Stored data
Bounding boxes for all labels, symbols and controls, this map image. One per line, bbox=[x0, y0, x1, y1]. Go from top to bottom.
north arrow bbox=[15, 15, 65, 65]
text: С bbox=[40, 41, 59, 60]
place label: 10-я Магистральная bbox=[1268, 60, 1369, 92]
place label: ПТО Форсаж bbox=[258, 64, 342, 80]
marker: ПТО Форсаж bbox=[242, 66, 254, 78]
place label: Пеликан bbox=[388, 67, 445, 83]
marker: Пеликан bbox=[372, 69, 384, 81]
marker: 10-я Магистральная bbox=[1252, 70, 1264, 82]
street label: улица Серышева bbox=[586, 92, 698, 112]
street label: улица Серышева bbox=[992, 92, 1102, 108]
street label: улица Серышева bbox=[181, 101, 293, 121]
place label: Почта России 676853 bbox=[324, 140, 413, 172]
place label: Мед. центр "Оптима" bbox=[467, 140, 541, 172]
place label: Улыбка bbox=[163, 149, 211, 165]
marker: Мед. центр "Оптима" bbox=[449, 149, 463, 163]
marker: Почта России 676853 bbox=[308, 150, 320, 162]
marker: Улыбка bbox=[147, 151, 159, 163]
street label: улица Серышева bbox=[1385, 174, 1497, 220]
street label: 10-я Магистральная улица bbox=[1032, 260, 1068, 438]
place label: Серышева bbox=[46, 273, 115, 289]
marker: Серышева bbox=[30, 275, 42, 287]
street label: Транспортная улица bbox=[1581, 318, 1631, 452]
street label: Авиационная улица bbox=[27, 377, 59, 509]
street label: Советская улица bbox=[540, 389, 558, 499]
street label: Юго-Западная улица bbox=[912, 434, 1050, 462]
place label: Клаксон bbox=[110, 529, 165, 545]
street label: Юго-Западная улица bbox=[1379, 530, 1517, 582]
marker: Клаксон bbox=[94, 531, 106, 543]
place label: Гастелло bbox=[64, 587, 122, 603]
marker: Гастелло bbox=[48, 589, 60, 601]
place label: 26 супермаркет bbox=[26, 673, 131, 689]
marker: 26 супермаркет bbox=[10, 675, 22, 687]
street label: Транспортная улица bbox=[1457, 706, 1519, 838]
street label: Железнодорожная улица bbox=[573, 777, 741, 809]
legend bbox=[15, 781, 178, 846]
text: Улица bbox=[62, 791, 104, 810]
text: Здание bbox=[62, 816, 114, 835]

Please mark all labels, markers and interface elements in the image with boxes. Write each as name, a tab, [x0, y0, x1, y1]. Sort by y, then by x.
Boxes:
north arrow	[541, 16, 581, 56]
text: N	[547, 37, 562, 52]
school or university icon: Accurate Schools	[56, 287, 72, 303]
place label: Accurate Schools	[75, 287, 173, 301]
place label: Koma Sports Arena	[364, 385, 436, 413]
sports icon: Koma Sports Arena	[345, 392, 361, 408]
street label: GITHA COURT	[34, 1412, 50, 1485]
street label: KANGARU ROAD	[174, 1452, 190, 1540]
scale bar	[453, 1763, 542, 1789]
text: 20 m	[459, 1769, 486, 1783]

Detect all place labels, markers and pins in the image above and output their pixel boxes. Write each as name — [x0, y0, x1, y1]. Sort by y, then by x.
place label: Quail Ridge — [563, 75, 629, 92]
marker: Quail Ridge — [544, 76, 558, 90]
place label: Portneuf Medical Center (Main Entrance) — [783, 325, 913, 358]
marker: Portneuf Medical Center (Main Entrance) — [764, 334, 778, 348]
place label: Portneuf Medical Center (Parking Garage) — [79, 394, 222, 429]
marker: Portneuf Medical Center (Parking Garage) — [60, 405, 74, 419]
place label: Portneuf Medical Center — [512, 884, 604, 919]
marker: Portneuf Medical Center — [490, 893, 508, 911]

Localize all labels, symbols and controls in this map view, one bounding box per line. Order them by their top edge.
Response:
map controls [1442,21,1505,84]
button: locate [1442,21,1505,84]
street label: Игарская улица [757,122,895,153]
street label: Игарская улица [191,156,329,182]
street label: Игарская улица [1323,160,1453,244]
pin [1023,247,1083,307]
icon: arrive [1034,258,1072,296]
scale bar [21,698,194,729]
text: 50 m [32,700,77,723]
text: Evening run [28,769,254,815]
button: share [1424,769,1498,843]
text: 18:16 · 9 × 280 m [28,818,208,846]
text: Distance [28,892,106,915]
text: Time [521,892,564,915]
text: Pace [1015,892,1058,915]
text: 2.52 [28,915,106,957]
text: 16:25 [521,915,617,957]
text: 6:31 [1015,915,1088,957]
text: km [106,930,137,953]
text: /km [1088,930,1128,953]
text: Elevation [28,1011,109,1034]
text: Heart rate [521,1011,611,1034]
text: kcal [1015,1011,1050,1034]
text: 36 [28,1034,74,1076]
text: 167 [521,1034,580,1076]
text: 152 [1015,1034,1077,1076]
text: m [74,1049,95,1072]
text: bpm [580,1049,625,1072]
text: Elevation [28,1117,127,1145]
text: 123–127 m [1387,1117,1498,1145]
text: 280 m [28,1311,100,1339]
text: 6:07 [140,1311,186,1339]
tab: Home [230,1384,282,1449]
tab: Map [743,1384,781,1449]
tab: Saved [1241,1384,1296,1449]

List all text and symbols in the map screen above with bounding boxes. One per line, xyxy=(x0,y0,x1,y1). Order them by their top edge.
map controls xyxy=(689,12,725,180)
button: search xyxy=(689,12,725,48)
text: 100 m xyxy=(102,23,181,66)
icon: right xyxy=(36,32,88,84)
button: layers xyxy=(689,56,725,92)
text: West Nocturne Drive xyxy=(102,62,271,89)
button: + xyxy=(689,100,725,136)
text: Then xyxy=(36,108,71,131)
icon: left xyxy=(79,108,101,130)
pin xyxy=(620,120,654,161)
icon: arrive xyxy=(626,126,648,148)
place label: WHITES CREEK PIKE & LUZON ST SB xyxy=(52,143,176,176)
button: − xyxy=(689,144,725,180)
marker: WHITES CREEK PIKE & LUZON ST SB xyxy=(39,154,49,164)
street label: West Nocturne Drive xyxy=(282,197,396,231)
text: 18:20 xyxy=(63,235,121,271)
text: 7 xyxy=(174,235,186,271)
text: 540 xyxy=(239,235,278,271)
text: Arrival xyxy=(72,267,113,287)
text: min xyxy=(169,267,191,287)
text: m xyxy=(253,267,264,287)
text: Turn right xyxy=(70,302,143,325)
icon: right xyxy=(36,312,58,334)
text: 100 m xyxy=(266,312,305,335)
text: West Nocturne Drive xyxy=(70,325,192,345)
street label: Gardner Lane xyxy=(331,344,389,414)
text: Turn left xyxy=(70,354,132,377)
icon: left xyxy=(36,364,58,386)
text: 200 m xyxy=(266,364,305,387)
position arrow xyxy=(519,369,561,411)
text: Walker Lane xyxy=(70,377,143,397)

### Work to be completed:
Find the lines above that contain the word "with" and collect them.

### Answer for this exercise:
Please mark all labels, markers and interface elements in the image with boxes. Write each as name, a tab, [x0, y0, x1, y1]. Sort by y, then by x.
List all text and symbols in the map screen above with bounding boxes. One per line, xyxy=(x0,y0,x1,y1). Order them by their top edge.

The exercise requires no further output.